I have temporarily reverted this part of the code back to what it was in 2.0.0, and that fixes the issue. But the commit introduced the change was supposed to fix another bug, so I am not sure if it is OK to just revert the commit. Sample commit.

michael-s-molina commented 11 months ago

@giftig Can you take a look?

giftig commented 11 months ago

@zhaorui2022 can you provide the presto version you're using? I only tested the change with trino, so it might be it's broken on certain older versions, back when Trino was still Presto, and especially since we're using different client libs for the two. The types we encounter here are a little complicated depending on exact context so we might need to either do some additional edge case handling or take a broader look at why we're getting such different types here.

giftig commented 11 months ago

This will probably be of interest to you as well @villebro

zhaorui2022 commented 11 months ago

I believe it is 0.272-2AC4790

Also we found two other regressions on Presto:

  1. timestamp are no longer correctly converted. We changed https://github.com/apache/superset/blob/master/superset/db_engine_specs/presto.py#L290 back to milliseconds which was what's used in 2.0.0, and it fixed the issue.
  2. It seems show columns also no longer works on some views created in Hive with errors like View data missing prefix: SELECT(day|hour_ts)?+.+FROM, which eventually fails database table and table_extra APIs. (Edit: This seems an expected behavior due to Hive/Presto syntax incompatibilities)
giftig commented 11 months ago

0.272 is significantly after presto and trino forked, the last common version was 0.215, in 2019. We've already started trying to divide the presto logic from the trino logic, and we're using a different client library now too, so this feels like a sign we might need to think about completely decoupling them; we'll likely introduce further regressions by fixing one and breaking the other, otherwise.

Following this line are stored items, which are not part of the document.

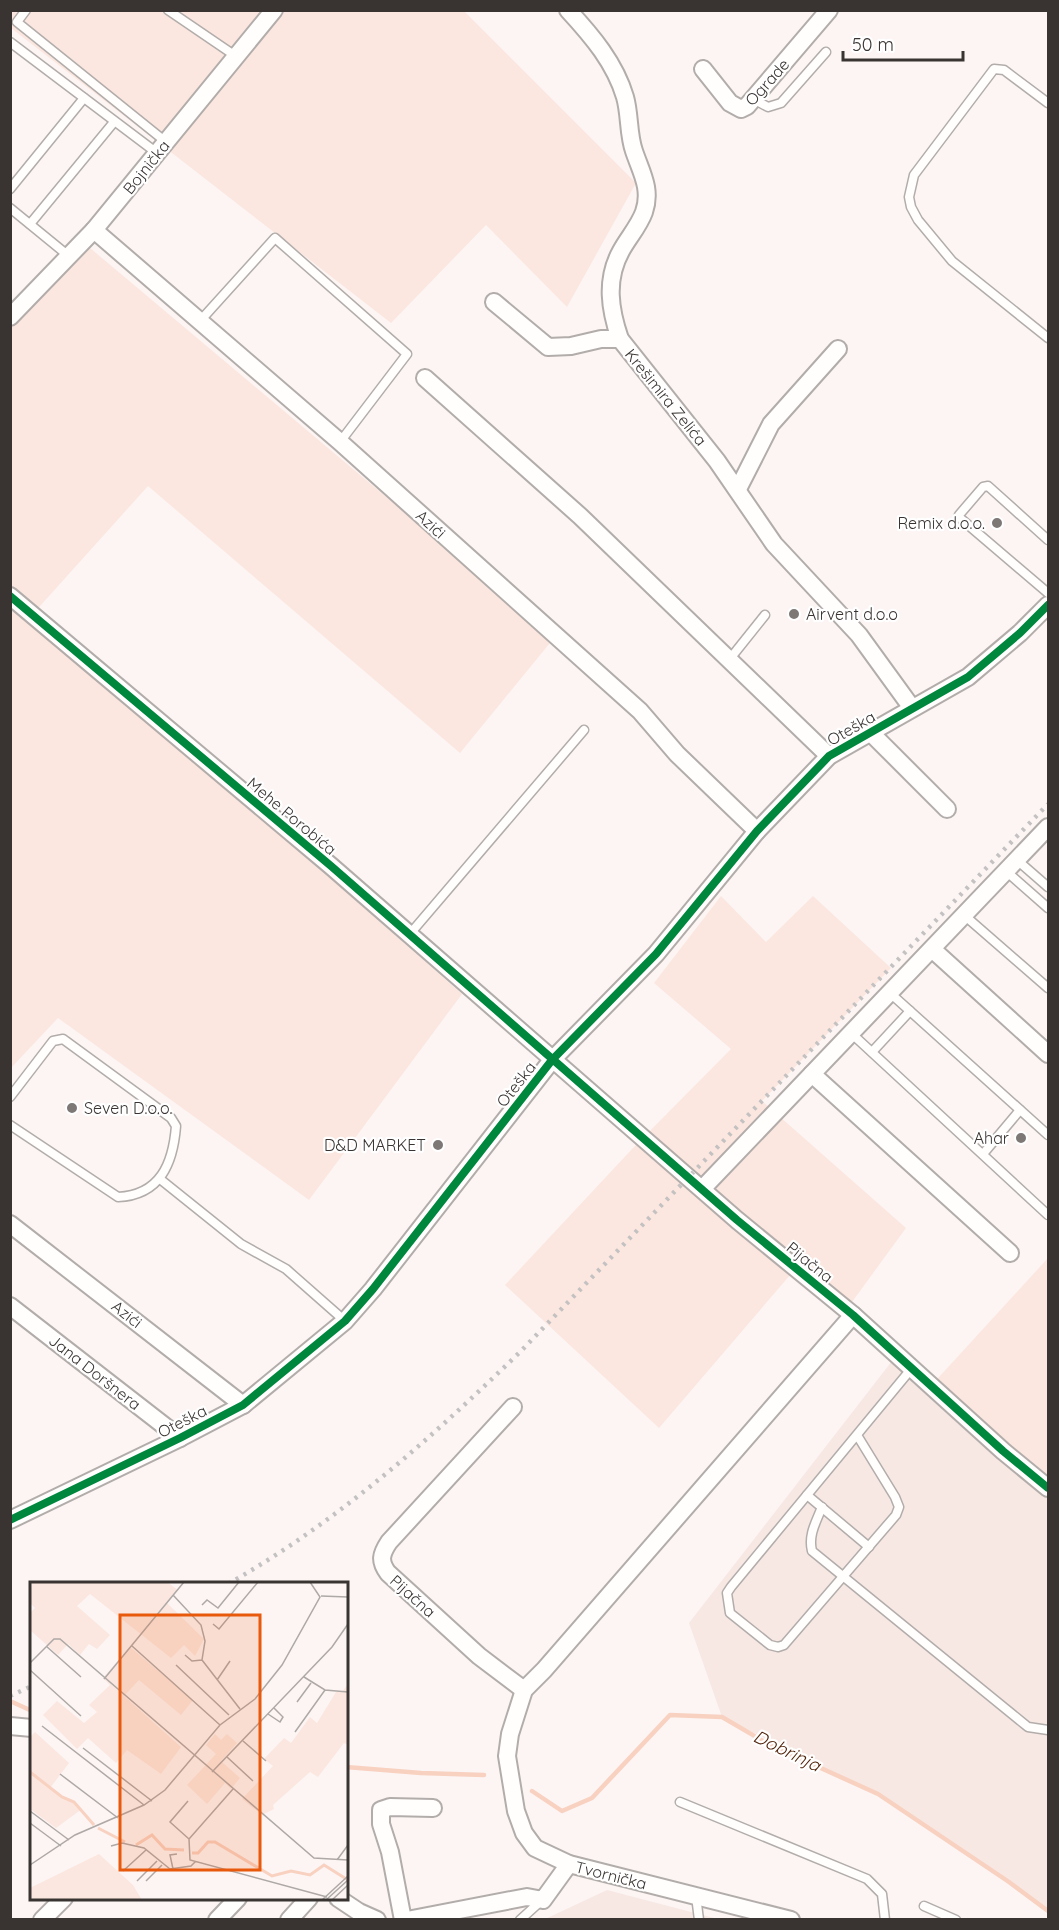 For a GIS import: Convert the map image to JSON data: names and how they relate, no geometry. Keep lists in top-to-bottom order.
{
  "streets": {
    "street": [
      "Ograde",
      "Bojnička",
      "Krešimira Zelića",
      "Azići",
      "Oteška",
      "Mehe Porobića",
      "Pijačna",
      "Jana Doršnera",
      "Tvornička"
    ]
  },
  "crossings": [
    ["Bojnička", "Azići"],
    ["Krešimira Zelića", "Oteška"],
    ["Azići", "Oteška"],
    ["Oteška", "Mehe Porobića"],
    ["Oteška", "Pijačna"],
    ["Oteška", "Jana Doršnera"],
    ["Mehe Porobića", "Pijačna"]
  ],
  "water": ["Dobrinja"],
  "places": [
    "Remix d.o.o.",
    "Airvent d.o.o",
    "Seven D.o.o.",
    "Ahar",
    "D&D MARKET"
  ],
  "scale_bar": "50 m"
} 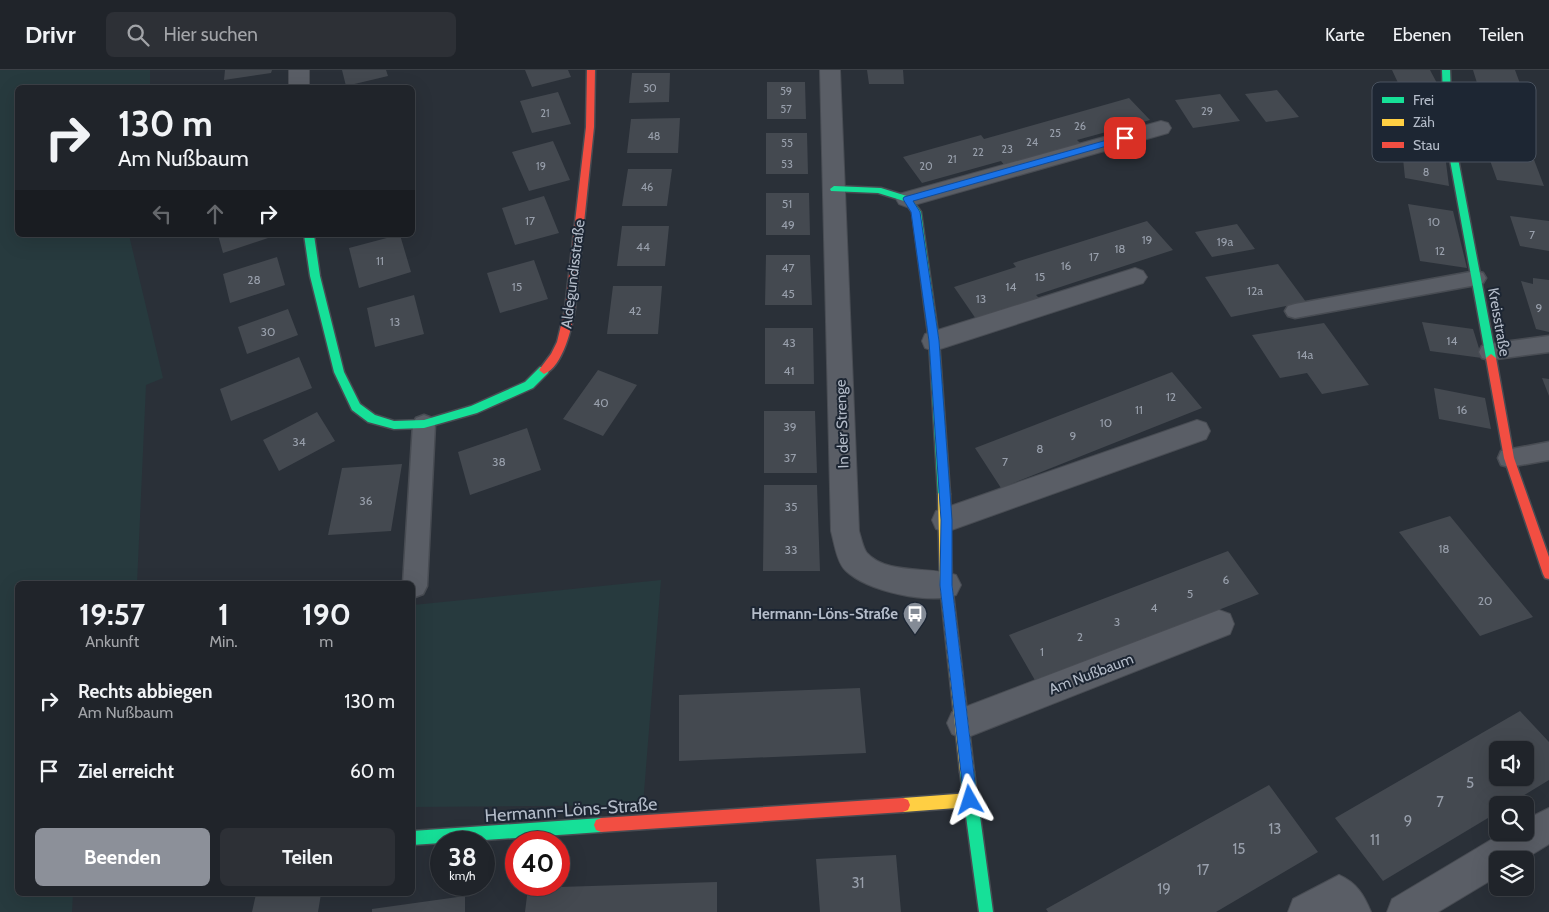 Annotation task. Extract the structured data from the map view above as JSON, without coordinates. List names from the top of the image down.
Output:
{
  "streets": {
    "street": [
      "Aldegundisstraße",
      "Kreisstraße",
      "In der Strenge",
      "Am Nußbaum",
      "Hermann-Löns-Straße"
    ]
  },
  "places": {
    "bus stop": ["Hermann-Löns-Straße"]
  },
  "house_numbers": [
    "50",
    "59",
    "57",
    "29",
    "21",
    "26",
    "25",
    "48",
    "24",
    "55",
    "23",
    "22",
    "21",
    "53",
    "19",
    "20",
    "8",
    "46",
    "51",
    "17",
    "10",
    "49",
    "7",
    "19",
    "19a",
    "44",
    "18",
    "12",
    "17",
    "11",
    "16",
    "47",
    "15",
    "28",
    "15",
    "14",
    "12a",
    "45",
    "13",
    "9",
    "42",
    "13",
    "30",
    "14",
    "43",
    "14a",
    "41",
    "12",
    "40",
    "11",
    "16",
    "10",
    "39",
    "9",
    "34",
    "8",
    "37",
    "38",
    "7",
    "36",
    "35",
    "18",
    "33",
    "6",
    "5",
    "20",
    "4",
    "3",
    "2",
    "1",
    "5",
    "7",
    "9",
    "13",
    "11",
    "15",
    "17",
    "31",
    "19"
  ],
  "legend": ["Frei", "Zäh", "Stau"],
  "page": {
    "header": "Drivr",
    "search": "Hier suchen",
    "nav": ["Karte", "Ebenen", "Teilen"],
    "turn": ["130 m", "Am Nußbaum"],
    "eta": [
      "19:57",
      "Ankunft",
      "1",
      "Min.",
      "190",
      "m"
    ],
    "list": [
      {
        "name": "Rechts abbiegen",
        "note": "Am Nußbaum",
        "value": "130 m"
      },
      {
        "name": "Ziel erreicht",
        "value": "60 m"
      }
    ],
    "buttons": ["Beenden", "Teilen"],
    "speed": "38 km/h",
    "limit": "40"
  }
} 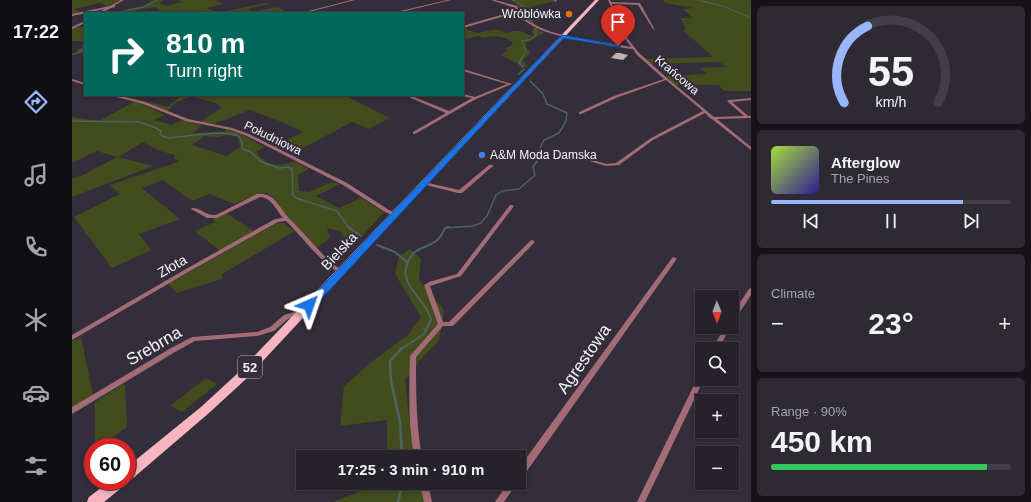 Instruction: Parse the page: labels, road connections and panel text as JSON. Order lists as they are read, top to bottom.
{
  "streets": {
    "main road": ["Bielska", "52"],
    "street": [
      "Krańcowa",
      "Południowa",
      "Złota",
      "Srebrna",
      "Agrestowa"
    ]
  },
  "crossings": [
    ["Południowa", "Bielska"],
    ["Bielska", "Srebrna"],
    ["Bielska", "52"]
  ],
  "places": ["Wróblówka", "A&M Moda Damska"],
  "north": "bottom",
  "page": {
    "tabs": "17:22",
    "turn": ["810 m", "Turn right"],
    "song": ["Afterglow", "The Pines"],
    "tile": [
      "Climate",
      ["Range · 90%", "450 km"]
    ],
    "map_buttons": ["+", "−"],
    "heat": ["−", "23°", "+"],
    "limit": "60",
    "trip": "17:25 · 3 min · 910 m",
    "gauge": ["55", "km/h"]
  }
} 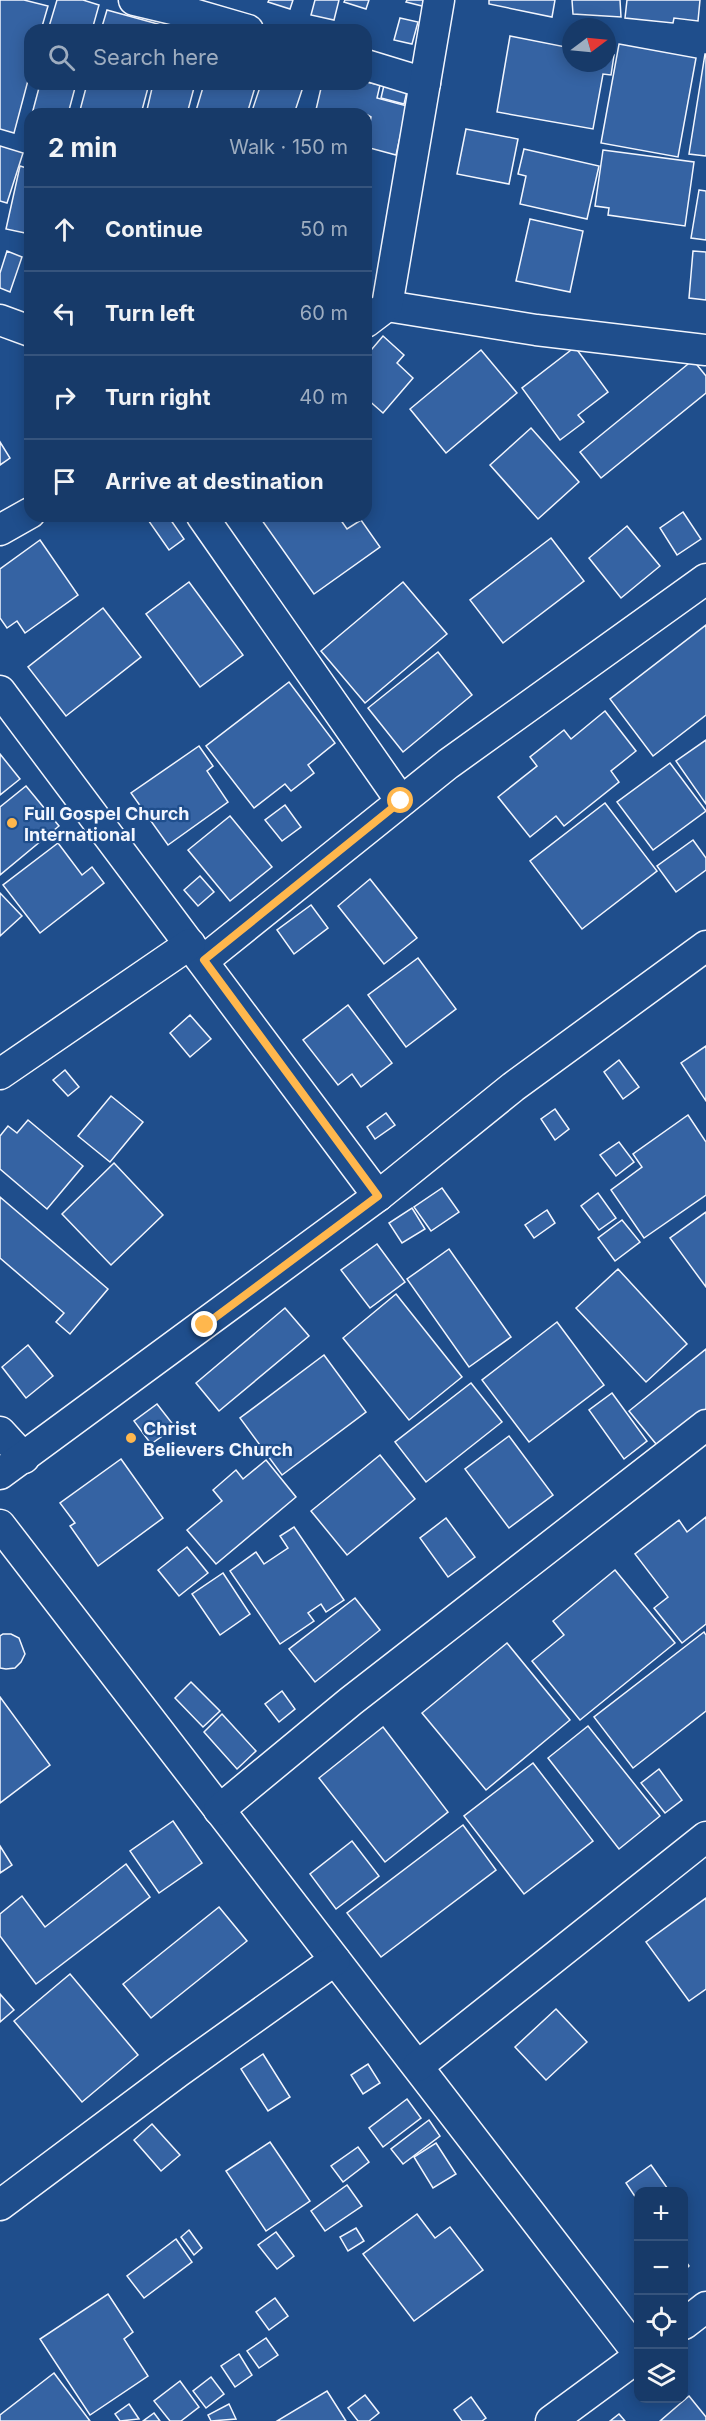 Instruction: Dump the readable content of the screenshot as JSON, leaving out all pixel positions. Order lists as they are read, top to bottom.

If this logic is currently broken on several presto versions we probably need to fork it, drop it from PrestoDbBaseSpec and move it to the trino one instead, and either reinstate an old version to the PrestoDbSpec or start from scratch (or probably a bit of both, start from an old version which seems to work and raise further issues from there).

It's unfortunate how much logic will end up forked / duplicated this way but it's probably unavoidable since presto/trino is forked itself, especially if we're seeing issues like timestamps having different expected precisions.

rusackas commented 6 months ago

@zhaorui2022 it looks like there are some pending comments on your PR that need addressing to merge it and close out this issue. If you're able to get that one across the finish line, that would be amazing. Otherwise, if there are interested parties reading this thread that might want to pick up where the PR leaves off, that would also be fantastic!

rusackas commented 1 month ago

This issue (and related PR) might be closed out as stale before long if nobody has interest in adopting them.